BEGIN Input data

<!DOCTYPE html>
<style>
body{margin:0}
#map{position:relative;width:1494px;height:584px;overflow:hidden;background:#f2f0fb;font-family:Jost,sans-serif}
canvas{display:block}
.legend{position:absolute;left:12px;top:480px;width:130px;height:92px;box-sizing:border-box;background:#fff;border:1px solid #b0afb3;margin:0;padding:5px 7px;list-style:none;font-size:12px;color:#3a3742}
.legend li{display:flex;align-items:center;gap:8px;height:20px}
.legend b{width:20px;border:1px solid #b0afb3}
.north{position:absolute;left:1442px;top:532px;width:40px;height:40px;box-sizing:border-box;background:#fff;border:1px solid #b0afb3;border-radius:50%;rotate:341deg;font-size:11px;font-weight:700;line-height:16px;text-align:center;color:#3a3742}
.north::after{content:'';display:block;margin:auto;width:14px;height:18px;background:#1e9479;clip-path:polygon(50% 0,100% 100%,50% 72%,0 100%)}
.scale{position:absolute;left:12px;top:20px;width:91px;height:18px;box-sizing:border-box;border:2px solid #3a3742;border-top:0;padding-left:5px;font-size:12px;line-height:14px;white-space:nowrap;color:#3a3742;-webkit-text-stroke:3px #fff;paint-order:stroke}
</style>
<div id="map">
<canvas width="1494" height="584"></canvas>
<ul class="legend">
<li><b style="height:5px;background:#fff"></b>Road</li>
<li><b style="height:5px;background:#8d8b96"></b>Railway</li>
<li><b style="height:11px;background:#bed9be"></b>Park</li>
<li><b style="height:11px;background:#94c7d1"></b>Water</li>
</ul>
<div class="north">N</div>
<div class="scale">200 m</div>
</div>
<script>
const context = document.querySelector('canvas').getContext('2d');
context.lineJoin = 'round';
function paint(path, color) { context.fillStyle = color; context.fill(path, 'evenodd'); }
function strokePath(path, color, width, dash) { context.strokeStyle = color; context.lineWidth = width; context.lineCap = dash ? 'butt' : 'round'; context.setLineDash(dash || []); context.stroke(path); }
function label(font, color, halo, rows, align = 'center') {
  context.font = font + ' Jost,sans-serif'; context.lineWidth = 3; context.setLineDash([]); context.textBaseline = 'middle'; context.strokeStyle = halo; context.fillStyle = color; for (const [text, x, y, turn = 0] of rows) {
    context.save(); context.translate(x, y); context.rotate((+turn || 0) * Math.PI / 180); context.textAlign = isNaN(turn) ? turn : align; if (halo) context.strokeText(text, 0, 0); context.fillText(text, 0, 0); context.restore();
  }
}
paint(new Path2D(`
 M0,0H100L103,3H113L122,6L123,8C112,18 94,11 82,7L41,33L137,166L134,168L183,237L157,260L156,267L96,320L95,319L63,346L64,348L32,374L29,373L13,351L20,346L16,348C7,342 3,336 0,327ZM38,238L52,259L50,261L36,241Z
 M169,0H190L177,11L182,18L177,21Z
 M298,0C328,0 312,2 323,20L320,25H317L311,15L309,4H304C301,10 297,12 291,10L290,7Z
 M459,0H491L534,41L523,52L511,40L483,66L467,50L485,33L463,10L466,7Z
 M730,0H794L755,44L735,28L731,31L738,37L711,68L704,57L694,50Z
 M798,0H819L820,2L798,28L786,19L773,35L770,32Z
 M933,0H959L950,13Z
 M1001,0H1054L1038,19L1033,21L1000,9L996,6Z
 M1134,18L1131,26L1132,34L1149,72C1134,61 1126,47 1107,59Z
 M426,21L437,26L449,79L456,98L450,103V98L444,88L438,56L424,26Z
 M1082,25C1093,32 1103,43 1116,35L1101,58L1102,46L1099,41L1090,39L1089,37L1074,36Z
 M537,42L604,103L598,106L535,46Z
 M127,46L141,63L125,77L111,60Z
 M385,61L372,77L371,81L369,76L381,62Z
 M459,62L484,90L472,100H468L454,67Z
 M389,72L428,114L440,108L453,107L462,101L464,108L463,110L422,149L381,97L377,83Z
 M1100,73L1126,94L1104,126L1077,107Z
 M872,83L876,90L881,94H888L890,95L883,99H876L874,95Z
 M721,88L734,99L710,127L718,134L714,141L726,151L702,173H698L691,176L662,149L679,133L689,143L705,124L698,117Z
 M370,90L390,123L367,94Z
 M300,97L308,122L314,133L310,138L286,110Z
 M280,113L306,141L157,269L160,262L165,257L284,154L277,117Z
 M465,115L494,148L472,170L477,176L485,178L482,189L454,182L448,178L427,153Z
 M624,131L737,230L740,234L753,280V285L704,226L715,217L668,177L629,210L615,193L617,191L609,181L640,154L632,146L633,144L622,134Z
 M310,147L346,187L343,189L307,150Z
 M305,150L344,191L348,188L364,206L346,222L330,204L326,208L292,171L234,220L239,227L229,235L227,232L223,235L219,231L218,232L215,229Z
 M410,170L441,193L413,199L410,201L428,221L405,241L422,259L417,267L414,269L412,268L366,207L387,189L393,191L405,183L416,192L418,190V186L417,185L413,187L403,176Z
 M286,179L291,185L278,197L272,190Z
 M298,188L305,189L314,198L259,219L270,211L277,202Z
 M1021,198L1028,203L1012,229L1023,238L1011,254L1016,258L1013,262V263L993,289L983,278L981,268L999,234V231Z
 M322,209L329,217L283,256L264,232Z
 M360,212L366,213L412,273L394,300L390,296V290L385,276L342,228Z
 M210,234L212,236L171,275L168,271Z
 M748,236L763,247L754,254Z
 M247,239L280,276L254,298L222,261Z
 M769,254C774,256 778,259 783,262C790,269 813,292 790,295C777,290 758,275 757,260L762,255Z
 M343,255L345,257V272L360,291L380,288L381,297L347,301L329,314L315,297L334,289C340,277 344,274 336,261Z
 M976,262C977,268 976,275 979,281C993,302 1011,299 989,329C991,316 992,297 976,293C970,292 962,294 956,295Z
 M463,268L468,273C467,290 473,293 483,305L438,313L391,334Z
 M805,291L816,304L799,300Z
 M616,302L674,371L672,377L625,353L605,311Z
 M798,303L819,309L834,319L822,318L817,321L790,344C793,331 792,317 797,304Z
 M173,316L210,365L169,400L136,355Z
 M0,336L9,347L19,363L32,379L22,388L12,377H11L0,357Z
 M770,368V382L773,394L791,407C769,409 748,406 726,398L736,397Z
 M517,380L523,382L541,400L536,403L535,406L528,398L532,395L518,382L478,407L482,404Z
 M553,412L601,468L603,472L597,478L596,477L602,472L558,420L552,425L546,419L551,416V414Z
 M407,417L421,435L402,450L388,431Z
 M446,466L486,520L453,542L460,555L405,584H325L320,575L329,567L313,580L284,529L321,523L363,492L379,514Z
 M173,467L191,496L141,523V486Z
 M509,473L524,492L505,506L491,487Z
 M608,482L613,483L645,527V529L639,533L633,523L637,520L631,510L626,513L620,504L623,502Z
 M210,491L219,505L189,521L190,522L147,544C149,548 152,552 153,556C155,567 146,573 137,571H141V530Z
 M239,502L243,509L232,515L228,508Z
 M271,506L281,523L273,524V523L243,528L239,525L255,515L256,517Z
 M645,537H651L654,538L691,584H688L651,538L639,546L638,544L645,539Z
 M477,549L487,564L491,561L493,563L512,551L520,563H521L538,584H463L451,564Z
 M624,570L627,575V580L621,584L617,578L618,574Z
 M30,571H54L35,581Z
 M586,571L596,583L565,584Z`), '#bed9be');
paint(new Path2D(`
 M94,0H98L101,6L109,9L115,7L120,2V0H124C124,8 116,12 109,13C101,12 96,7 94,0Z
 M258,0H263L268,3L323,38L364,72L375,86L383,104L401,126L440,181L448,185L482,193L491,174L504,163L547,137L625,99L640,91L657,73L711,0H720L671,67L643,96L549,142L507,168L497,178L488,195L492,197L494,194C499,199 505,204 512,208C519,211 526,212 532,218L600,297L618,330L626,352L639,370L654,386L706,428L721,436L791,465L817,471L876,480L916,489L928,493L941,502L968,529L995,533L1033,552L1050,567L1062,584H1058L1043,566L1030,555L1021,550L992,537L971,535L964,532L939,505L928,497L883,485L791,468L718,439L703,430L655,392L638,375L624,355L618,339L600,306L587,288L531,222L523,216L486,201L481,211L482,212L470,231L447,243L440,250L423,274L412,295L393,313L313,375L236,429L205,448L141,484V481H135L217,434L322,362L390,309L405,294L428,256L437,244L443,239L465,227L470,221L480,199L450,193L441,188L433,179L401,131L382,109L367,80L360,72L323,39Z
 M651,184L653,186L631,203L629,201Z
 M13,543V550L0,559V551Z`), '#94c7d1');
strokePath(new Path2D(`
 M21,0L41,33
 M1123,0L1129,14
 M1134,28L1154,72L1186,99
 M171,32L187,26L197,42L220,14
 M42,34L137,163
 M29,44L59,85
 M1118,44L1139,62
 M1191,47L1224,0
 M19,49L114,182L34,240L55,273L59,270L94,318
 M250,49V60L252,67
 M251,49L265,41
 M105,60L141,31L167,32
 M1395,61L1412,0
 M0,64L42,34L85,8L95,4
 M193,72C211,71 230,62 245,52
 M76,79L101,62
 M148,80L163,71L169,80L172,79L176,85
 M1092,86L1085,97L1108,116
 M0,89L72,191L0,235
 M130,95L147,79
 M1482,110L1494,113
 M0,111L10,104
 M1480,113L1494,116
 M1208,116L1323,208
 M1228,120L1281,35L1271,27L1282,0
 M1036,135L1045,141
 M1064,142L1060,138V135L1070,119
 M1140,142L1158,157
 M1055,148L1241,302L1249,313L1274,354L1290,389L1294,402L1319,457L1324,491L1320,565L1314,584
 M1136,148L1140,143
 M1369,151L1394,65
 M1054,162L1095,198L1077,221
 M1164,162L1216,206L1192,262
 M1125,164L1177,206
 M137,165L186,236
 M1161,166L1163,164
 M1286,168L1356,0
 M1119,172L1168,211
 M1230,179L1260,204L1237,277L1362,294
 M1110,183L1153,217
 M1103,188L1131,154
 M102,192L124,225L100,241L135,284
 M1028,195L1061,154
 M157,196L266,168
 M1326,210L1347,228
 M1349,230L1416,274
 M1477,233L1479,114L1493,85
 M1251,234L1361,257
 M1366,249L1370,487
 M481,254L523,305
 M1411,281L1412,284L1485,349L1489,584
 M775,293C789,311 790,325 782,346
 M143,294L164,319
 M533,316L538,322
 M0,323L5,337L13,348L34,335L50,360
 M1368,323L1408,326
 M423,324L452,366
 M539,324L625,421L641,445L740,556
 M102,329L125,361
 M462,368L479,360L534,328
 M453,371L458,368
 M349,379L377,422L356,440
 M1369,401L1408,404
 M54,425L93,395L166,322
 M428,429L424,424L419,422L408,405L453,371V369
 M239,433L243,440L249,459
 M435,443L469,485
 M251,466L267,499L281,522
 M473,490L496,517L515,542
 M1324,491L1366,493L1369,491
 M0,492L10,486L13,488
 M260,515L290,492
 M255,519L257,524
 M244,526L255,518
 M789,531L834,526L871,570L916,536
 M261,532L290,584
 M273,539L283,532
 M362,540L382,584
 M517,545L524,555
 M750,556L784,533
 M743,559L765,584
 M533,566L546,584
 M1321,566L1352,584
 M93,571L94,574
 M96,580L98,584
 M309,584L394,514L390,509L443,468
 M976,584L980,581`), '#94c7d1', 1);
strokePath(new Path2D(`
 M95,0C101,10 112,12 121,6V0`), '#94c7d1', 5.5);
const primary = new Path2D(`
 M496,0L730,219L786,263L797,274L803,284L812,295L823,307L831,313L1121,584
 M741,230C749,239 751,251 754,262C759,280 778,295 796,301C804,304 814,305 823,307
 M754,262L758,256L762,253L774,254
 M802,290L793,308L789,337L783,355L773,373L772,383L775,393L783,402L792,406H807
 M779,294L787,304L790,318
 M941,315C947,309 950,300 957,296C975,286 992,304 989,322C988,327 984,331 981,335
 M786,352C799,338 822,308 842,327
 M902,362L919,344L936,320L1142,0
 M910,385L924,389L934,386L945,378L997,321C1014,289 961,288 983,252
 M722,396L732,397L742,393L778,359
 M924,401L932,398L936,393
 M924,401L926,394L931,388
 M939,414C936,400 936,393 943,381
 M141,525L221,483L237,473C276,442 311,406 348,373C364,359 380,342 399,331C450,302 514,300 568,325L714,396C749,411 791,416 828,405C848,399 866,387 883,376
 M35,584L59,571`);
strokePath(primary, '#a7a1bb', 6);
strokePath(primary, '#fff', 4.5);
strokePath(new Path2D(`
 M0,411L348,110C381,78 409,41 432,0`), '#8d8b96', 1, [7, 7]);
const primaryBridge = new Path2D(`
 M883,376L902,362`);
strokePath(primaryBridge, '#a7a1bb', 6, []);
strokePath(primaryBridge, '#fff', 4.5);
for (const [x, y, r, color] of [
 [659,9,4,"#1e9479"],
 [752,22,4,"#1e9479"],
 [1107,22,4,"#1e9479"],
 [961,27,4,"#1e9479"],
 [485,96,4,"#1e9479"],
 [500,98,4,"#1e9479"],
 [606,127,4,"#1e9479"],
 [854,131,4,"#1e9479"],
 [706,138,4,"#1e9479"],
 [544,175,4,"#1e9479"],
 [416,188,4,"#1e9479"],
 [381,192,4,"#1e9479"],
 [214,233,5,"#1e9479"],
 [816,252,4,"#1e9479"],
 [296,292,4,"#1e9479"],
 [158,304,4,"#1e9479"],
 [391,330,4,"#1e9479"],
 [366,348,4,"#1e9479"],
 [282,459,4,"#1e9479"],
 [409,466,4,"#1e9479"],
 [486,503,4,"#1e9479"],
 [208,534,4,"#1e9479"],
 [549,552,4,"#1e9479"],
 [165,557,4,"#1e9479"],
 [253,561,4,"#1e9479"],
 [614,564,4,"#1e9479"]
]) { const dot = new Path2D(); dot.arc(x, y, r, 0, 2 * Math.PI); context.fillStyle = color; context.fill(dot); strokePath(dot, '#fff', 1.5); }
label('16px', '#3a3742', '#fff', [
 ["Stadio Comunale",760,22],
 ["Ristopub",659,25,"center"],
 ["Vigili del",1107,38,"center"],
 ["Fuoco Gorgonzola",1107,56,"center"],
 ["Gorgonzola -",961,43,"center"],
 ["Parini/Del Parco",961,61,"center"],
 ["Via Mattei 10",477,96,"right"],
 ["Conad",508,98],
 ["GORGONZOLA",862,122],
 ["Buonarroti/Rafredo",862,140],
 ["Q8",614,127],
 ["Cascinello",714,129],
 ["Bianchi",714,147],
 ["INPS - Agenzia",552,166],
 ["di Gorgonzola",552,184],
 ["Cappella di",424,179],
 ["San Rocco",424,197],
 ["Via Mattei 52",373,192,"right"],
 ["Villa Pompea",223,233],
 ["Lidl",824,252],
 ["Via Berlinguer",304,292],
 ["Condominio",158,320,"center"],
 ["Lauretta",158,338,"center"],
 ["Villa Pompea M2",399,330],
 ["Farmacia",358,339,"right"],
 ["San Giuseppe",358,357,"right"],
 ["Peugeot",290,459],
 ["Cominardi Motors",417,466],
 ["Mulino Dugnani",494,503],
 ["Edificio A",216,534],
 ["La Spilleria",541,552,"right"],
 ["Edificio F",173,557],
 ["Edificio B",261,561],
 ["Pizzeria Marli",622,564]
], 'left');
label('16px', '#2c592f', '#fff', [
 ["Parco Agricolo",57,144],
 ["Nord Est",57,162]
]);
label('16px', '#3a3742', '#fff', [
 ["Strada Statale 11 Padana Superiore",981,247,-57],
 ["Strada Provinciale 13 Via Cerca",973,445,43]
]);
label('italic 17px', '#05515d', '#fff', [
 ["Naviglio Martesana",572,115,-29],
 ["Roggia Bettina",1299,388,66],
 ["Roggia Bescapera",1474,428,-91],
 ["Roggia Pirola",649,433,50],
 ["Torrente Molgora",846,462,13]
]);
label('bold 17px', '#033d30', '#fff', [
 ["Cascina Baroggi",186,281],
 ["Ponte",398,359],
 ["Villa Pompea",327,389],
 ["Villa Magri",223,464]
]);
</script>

END Input data
BEGIN Input data

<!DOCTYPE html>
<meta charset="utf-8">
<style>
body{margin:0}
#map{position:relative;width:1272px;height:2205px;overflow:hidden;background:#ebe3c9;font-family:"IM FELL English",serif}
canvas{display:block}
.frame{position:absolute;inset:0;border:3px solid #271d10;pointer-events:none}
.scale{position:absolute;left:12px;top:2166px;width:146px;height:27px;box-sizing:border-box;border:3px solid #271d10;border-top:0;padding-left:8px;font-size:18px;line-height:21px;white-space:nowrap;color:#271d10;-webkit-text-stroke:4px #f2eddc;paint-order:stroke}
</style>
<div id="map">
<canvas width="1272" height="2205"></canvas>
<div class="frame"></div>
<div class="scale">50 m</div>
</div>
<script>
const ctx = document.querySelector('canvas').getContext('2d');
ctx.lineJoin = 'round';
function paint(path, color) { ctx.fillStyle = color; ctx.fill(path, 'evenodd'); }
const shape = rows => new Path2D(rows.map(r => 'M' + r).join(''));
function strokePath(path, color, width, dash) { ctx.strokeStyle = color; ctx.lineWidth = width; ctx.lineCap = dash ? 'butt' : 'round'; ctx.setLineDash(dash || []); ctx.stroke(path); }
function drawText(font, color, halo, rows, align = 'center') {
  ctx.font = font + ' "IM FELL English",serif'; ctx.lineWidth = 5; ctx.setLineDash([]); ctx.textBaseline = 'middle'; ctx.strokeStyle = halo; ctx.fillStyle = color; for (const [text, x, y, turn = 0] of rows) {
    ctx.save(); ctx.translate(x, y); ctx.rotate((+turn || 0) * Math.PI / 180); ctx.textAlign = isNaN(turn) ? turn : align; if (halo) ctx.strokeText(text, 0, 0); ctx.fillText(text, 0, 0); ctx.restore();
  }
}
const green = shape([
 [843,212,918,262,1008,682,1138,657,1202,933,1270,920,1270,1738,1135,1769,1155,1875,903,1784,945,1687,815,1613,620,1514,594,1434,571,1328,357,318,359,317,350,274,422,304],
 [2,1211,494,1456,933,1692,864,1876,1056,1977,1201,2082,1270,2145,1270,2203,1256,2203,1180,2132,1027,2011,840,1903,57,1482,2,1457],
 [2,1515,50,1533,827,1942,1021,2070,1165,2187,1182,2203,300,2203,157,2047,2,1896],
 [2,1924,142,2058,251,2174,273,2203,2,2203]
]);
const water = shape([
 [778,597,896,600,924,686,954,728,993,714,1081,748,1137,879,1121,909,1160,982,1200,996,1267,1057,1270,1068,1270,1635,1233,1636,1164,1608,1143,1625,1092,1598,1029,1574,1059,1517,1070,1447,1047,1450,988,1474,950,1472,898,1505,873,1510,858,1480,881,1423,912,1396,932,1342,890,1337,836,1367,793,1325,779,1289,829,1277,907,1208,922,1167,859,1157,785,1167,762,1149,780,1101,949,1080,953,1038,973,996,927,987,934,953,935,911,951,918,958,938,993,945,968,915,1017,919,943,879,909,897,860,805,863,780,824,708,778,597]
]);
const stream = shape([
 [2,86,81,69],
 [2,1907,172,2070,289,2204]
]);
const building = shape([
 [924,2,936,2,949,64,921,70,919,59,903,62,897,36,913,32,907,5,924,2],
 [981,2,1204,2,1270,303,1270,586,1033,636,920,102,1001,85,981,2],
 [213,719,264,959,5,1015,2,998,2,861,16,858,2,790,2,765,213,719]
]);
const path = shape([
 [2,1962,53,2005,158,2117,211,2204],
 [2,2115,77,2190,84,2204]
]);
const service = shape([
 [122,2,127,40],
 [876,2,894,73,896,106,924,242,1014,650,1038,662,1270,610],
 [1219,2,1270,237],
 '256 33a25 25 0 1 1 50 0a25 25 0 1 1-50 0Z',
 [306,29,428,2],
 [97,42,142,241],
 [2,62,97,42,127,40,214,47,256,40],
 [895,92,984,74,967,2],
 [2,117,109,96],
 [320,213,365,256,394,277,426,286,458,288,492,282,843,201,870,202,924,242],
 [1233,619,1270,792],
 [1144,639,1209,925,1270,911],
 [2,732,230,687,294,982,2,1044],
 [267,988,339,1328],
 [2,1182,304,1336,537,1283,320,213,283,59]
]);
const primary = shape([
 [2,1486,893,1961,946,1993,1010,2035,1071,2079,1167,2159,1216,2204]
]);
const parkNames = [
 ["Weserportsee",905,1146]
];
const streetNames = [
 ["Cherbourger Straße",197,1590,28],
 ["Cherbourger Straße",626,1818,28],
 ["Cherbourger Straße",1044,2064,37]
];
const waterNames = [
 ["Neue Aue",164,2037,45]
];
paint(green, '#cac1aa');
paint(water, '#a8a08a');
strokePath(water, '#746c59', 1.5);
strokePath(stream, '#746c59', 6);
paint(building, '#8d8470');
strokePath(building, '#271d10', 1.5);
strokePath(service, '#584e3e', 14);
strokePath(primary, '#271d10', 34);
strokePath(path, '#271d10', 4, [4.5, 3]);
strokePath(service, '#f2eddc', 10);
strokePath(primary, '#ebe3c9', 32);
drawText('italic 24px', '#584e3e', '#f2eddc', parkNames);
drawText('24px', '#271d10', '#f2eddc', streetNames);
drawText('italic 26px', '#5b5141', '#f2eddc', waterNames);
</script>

END Input data

What the task requires:
Which lines above hold the string "getContext"? Copy each of them.

Task solution:
const context = document.querySelector('canvas').getContext('2d');
const ctx = document.querySelector('canvas').getContext('2d');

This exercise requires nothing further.